Our data suggest that an enzymatic activity of TbMTase37, rather than a binding activity, is important for ribosome stability and/or assembly. Experiments to detect TbMTase37 migration through sucrose gradients with assembling ribosomes showed no co-sedimentation beyond free protein. This is in contrast to Nog1 of T. brucei, which migrated from 60S subunits to the end of the gradient as previously reported (Fig. S3)10, possibly ruling out a direct role in ribosome assembly. We tried to address the importance of TbMTase37’s conserved catalytic domain by creating a catalytically dead variant of this gene with a mutated SAM-binding domain; however, several attempts at T. brucei transformations failed suggesting, but not proving, that this version of the protein may exert a dominant negative effect. Notably, recombinant expression systems are notoriously leaky in T. brucei and even in the absence of induction the catalytic mutant may be expressed at sufficient levels leading to toxicity.
Experiments to separate ribosomes and single subunits revealed reduced polysome-associated ribosomes and a significant decrease in 60S subunits. While there has been a report of functional ribosomes lacking a single rRNA, there are no reports of translationally competent ribosomes with sub-stoichiometric levels of multiple rRNA species28,29. It is interesting that following RNAi, polysome-associated ribosomes from sucrose gradient fractions possess all rRNAs (including all fragments) in equimolar amounts, but corresponding 60S and 80S fractions specifically lack the srRNA 4 band in comparison to wild type. The presence of lower levels of srRNA 4 in these fractions likely reflects a combination of relatively long ribosome half-life and the incomplete nature of RNAi knockdowns and may speak to the essentiality of TbMTase37. We could not detect an accumulation of expected processing intermediates supporting the fact that the absence of srRNA 4 in the 60S and 80S fractions was not a result of defects in pre-rRNA processing. The only obvious defect was a decrease in srRNA 4 (one of the 6 small rRNA fragments) and, to a lesser extent, 5S rRNA, which may be a secondary effect of the destabilized ribosomes. We also observed an increase in the levels of some tRNAs (Fig. 4) but are unsure of the significance of changes in specific tRNA levels. We do not expect the observed differences in hybridization to be due to loss in modification since uninduced and induced samples exhibit no significant change in levels and the ethidium bromide stained gel clearly shows the increase in tRNA sized RNAs. Perhaps the increase is a stress related transcriptional response to the depletion of MTase37 and lower levels of functional ribosomes. Interestingly, in cells depleted for Nop1, a nucleolar protein with a methyltransferase domain and connections to rRNA processing and ribosome assembly, tRNA methylation was significantly increased30. The possibility that tRNA transcription led to higher methylation cannot be ruled out based on the published data. We were unable to detect changes in the modification set of total tRNA population after MTase37 depletion but the connection with tRNA abundance and/or methylation would be a fascinating aspect to study further.

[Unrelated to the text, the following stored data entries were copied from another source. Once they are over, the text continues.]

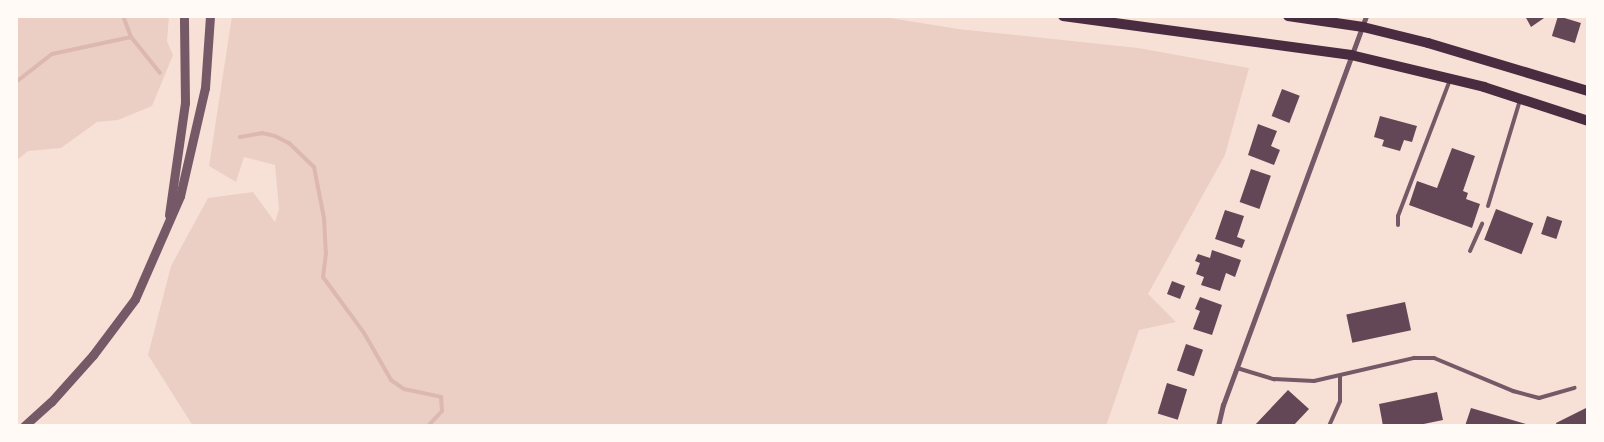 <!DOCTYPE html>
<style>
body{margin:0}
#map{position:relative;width:1604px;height:442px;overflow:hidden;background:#f7e1d7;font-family:Jost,sans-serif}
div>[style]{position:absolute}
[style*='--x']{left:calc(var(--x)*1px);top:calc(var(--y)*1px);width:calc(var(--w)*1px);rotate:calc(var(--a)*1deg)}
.green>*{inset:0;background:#ebcfc5}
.stream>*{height:4px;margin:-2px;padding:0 2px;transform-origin:2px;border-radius:2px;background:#dcb8b0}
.building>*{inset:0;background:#644757;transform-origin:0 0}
.service>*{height:4px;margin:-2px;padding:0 2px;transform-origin:2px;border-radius:2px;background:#755966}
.minor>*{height:5px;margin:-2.5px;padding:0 2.5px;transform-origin:2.5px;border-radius:2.5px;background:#755966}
.tertiary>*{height:9px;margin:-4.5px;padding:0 4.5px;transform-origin:4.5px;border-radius:4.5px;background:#755966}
.secondary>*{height:10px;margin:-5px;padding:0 5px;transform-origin:5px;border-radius:5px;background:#4a2c40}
span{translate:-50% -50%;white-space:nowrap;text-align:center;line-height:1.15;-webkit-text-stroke:5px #fffaf5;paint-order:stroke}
.frame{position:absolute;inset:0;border:18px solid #fffaf5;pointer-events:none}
</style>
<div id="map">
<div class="green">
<i style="clip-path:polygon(16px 16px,169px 16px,167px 41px,173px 55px,152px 106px,118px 120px,97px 122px,61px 148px,28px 151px,16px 161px)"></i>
<i style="clip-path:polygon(232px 16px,878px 16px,958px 29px,1138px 48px,1249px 68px,1225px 155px,1148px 294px,1176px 322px,1139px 330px,1106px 426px,193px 426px,148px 355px,171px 266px,208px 198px,253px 192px,275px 222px,279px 209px,275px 165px,244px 157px,236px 182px,209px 166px)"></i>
</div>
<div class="stream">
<i style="--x:123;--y:16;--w:22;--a:69"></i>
<i style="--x:131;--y:37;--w:46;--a:51.1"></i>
<i style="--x:16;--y:82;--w:46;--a:-37.9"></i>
<i style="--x:52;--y:54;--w:81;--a:-12.1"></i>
<i style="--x:240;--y:137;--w:22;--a:-10"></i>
<i style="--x:262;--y:133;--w:13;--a:13"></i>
<i style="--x:275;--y:136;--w:16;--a:27"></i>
<i style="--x:289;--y:143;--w:35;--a:44"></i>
<i style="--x:314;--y:167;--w:52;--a:78.9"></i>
<i style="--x:324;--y:218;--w:35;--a:87"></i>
<i style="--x:326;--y:253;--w:24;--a:97"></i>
<i style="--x:323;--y:277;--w:69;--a:53.8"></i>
<i style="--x:364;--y:333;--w:54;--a:60.1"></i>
<i style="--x:391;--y:380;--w:16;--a:35"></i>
<i style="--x:404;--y:389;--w:38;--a:12"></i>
<i style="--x:441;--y:397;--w:14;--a:86"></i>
<i style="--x:442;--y:411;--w:21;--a:133"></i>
</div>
<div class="building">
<i style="clip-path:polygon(1525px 16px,1547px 16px,1531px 27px)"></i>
<i style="left:1558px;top:16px;width:24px;height:21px;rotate:17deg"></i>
<i style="left:1282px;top:89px;width:19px;height:29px;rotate:21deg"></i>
<i style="clip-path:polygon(1380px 116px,1417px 126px,1412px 142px,1404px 140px,1400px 151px,1382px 146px,1384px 140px,1374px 137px)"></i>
<i style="clip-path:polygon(1258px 124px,1277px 131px,1271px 146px,1280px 150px,1274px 165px,1248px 155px)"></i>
<i style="clip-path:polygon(1452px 148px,1475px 156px,1463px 191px,1468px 193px,1466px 199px,1480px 204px,1472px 228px,1409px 205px,1417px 181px,1437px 188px)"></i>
<i style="left:1251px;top:169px;width:21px;height:35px;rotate:19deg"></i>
<i style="left:1496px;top:209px;width:40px;height:33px;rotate:21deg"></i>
<i style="clip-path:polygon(1225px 210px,1244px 216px,1237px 237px,1245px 240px,1242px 248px,1215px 239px)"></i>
<i style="left:1547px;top:216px;width:16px;height:19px;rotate:18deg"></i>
<i style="clip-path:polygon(1212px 250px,1241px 260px,1235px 277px,1226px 273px,1220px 291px,1201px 285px,1204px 277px,1196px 274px,1200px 263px,1195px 261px,1198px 254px,1210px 258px)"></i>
<i style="left:1172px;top:281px;width:14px;height:14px;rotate:21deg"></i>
<i style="clip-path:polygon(1200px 297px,1222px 305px,1212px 335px,1193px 329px,1200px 311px,1195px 309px)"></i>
<i style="left:1405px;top:302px;width:29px;height:60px;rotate:78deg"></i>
<i style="left:1186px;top:344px;width:18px;height:28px;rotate:19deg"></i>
<i style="left:1167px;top:383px;width:21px;height:32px;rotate:17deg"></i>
<i style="clip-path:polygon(1288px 390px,1309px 409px,1293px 426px,1254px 426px)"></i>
<i style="clip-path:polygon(1437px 392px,1443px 420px,1414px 426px,1383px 426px,1379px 404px)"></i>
<i style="clip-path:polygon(1588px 407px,1588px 426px,1557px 426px,1556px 423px)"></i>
<i style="clip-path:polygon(1471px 408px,1529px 425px,1529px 426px,1465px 426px)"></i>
</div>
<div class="service">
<i style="--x:1488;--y:206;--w:111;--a:-73.2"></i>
<i style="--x:1398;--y:225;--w:9;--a:-90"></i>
<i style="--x:1398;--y:216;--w:146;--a:-69.1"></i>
<i style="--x:1470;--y:251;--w:30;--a:-66"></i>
<i style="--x:1237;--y:368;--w:39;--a:17"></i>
<i style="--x:1274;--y:379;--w:40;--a:2.9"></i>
<i style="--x:1314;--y:381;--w:103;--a:-13"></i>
<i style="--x:1414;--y:358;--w:20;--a:0"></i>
<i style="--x:1434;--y:358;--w:86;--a:22.7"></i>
<i style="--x:1513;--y:391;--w:27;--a:15"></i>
<i style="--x:1539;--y:398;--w:37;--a:-16"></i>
<i style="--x:1329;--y:426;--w:27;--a:-66"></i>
<i style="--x:1340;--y:401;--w:25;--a:-90"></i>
</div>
<div class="minor">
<i style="--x:1218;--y:426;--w:22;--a:-77"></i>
<i style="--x:1223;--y:405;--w:414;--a:-69.8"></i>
</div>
<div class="tertiary">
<i style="--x:169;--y:215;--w:113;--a:-81.9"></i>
<i style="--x:185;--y:103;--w:87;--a:-90.7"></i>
<i style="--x:24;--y:426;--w:36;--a:-42"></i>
<i style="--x:51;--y:402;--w:63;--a:-48.2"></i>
<i style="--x:93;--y:355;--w:70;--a:-53.1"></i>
<i style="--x:135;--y:299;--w:112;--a:-66.4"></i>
<i style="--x:180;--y:196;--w:111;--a:-77"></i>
<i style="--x:205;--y:88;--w:72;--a:-86"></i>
</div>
<div class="secondary">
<i style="--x:1063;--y:16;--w:291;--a:7.7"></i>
<i style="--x:1351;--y:55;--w:137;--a:13.5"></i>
<i style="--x:1484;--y:87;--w:109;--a:18.1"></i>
<i style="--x:1288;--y:16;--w:76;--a:8.3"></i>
<i style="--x:1363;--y:27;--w:67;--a:13.8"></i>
<i style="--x:1428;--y:43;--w:167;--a:16.7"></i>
</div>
<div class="frame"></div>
</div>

Since we are able to detect an increase in 80S complexes in RNAi induced cells, it seems that the defects in ribosome biogenesis due to lack of TbMTase37 do not prevent the partial assembly of ribosomes lacking LSU srRNA 4. However, these “defective” 80S ribosomes are unable to engage in translation elongation as shown by a striking decrease in polysome-associated ribosomes. This suggests that beyond its role in forming a key inter-subunit bridge shown in the recent cryo-EM structure, srRNA 4 plays a critical function in maintaining the integrity of the 60S particle, which may result in an inactive 80S initiation complex in an otherwise fully assembled ribosome. These observations also raise the important question of how these defective particles are turned over via quality control pathways, while revealing a level of malleability in trypanosome ribosome biogenesis. In other eukaryotic systems, turnover of nonfunctional ribosomes is a proteasome-dependent process. Prior to degradation of nonfunctional ribosome, subunits must first be dissociated in a Cdc48 complex-dependent manner31. T. brucei encodes a Cdc48 homolog which has not been extensively characterized and studies on the 20S proteasome show divergence in substrate specificity from the human complex lending the possibility that pathways for ribosome turnover differs in trypanosomes32,33.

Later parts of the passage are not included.